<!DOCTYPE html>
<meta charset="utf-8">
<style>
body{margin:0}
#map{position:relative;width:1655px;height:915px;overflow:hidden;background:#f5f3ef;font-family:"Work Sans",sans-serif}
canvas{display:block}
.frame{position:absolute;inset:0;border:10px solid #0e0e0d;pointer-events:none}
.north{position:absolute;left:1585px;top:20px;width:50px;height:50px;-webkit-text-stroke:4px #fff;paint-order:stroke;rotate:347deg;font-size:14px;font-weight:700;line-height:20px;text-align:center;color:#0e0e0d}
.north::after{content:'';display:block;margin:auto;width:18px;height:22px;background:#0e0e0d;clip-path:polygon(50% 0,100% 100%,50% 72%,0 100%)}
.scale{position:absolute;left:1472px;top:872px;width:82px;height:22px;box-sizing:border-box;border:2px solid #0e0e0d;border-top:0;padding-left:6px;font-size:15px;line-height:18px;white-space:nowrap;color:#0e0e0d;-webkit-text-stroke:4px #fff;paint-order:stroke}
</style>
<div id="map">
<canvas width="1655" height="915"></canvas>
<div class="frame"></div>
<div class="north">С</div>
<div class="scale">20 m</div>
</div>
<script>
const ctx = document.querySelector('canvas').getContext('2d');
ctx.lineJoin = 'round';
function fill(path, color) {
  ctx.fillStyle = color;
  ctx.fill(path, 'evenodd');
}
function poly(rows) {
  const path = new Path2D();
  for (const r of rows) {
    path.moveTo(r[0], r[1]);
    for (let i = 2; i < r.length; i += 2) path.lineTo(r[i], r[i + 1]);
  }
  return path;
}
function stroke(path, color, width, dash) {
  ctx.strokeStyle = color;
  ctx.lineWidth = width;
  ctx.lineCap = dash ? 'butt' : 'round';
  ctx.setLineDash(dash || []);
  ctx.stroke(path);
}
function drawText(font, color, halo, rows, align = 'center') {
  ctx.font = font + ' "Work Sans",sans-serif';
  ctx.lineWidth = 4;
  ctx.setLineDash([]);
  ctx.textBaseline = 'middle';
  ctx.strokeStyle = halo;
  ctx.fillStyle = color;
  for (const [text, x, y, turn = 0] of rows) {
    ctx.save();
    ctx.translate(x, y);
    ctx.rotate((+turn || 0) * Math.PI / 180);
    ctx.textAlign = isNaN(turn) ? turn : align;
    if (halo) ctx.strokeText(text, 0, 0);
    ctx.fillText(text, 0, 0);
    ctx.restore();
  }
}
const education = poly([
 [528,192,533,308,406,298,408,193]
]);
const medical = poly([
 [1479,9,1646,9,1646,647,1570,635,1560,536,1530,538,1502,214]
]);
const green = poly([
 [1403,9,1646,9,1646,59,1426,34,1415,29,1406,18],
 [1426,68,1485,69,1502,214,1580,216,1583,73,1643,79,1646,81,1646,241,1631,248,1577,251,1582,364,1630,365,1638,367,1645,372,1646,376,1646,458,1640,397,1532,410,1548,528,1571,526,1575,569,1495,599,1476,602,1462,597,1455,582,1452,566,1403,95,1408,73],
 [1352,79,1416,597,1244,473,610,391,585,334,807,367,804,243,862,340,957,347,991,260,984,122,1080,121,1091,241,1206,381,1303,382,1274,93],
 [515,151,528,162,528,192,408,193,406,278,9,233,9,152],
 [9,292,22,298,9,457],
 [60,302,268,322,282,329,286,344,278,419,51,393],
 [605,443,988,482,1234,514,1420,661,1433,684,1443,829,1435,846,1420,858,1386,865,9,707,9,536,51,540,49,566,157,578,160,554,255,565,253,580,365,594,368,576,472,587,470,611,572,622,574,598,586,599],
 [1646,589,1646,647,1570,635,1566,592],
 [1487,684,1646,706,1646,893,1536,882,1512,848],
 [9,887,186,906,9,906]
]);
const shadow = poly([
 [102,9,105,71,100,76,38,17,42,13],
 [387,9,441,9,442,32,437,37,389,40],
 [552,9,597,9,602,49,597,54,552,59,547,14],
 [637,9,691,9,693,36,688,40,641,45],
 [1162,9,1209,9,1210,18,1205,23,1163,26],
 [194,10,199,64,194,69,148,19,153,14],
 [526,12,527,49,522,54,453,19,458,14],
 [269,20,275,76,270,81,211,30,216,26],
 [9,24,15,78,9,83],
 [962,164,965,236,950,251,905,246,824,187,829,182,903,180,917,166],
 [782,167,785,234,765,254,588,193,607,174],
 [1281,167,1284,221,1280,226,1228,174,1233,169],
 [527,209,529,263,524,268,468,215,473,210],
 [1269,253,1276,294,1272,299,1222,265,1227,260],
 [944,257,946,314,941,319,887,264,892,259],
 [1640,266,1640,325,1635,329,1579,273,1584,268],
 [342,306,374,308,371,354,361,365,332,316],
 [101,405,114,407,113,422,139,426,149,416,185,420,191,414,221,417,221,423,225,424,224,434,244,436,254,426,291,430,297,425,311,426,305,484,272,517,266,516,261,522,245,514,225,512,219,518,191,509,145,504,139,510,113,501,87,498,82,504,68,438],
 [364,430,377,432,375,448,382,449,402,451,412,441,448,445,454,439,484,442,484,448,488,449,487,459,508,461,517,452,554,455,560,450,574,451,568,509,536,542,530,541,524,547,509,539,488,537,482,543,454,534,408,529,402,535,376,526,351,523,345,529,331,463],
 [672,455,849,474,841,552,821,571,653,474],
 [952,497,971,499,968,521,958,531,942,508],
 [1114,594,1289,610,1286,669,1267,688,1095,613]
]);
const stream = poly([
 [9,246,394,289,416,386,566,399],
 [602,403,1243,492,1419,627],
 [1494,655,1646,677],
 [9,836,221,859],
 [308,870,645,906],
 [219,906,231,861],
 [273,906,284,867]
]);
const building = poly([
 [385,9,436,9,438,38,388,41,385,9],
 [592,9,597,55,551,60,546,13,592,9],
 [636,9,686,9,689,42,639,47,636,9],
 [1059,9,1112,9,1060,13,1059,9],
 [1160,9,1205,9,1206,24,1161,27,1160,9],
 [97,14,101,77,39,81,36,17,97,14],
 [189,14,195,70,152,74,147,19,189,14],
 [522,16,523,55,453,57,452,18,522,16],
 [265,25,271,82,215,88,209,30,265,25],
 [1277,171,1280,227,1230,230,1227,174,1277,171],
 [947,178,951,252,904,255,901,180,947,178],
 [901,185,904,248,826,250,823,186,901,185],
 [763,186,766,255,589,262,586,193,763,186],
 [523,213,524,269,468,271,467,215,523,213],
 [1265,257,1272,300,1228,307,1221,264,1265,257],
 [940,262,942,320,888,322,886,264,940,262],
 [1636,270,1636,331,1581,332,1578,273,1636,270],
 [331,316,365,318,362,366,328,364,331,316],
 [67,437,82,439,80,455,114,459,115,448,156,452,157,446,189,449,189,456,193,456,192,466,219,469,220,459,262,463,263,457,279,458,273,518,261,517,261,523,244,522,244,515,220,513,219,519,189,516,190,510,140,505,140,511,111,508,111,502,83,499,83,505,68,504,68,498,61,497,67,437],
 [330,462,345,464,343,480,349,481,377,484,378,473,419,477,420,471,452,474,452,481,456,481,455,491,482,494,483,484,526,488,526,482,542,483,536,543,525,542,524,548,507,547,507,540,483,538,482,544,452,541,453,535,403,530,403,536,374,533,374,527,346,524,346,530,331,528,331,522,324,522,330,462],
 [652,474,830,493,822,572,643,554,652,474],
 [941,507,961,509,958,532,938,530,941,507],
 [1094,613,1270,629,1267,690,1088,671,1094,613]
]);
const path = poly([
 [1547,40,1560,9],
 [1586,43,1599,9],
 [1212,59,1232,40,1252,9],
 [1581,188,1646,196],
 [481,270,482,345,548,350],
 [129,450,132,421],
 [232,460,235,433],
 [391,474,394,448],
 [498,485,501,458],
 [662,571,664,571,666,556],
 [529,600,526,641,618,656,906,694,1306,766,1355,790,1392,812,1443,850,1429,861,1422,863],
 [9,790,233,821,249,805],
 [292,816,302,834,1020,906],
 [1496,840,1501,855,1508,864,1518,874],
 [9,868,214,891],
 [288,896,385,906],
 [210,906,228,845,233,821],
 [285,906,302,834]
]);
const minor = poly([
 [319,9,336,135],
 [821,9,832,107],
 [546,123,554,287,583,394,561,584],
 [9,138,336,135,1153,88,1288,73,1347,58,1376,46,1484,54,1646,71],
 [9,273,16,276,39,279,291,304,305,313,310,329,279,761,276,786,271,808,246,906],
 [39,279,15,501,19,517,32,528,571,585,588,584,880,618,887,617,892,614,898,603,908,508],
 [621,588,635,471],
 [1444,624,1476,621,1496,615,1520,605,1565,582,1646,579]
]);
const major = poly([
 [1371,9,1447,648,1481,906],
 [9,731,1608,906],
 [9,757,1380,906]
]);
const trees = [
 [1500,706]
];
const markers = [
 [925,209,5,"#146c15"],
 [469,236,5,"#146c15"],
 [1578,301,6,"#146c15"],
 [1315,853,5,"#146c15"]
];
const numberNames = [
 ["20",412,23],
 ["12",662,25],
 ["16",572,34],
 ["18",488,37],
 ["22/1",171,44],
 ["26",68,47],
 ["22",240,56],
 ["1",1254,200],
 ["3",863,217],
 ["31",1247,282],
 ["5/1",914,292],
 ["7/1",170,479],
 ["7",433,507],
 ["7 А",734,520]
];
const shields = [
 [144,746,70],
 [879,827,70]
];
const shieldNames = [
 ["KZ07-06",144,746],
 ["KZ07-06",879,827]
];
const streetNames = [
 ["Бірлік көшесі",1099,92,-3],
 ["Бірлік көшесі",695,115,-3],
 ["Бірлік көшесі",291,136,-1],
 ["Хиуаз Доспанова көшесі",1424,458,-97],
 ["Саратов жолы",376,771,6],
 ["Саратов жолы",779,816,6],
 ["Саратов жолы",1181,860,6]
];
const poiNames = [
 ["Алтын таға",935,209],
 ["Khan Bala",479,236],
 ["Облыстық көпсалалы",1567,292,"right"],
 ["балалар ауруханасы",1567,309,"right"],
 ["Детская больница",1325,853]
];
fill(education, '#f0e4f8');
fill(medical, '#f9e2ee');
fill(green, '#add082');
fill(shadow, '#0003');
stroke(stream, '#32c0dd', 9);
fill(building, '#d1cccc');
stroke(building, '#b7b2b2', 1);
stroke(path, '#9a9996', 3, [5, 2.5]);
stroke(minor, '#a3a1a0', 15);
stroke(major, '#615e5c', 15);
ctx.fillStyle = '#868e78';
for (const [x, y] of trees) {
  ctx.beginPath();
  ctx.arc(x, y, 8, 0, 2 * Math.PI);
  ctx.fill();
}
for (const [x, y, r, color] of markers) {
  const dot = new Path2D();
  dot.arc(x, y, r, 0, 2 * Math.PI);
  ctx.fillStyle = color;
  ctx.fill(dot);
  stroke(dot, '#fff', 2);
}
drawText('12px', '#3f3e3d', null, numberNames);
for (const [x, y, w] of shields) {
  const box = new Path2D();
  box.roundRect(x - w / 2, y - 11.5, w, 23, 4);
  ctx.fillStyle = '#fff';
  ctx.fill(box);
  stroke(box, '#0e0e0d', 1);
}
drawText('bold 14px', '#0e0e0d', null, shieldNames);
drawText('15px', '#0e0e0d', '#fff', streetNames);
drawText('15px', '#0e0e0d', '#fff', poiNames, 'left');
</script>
——————————
▶ What is needed
Among the lines above, find the one with "return path;" and the one with "ctx.save();". Quote both and everything between them, exactly.

▶ Task answer
  return path;
}
function stroke(path, color, width, dash) {
  ctx.strokeStyle = color;
  ctx.lineWidth = width;
  ctx.lineCap = dash ? 'butt' : 'round';
  ctx.setLineDash(dash || []);
  ctx.stroke(path);
}
function drawText(font, color, halo, rows, align = 'center') {
  ctx.font = font + ' "Work Sans",sans-serif';
  ctx.lineWidth = 4;
  ctx.setLineDash([]);
  ctx.textBaseline = 'middle';
  ctx.strokeStyle = halo;
  ctx.fillStyle = color;
  for (const [text, x, y, turn = 0] of rows) {
    ctx.save();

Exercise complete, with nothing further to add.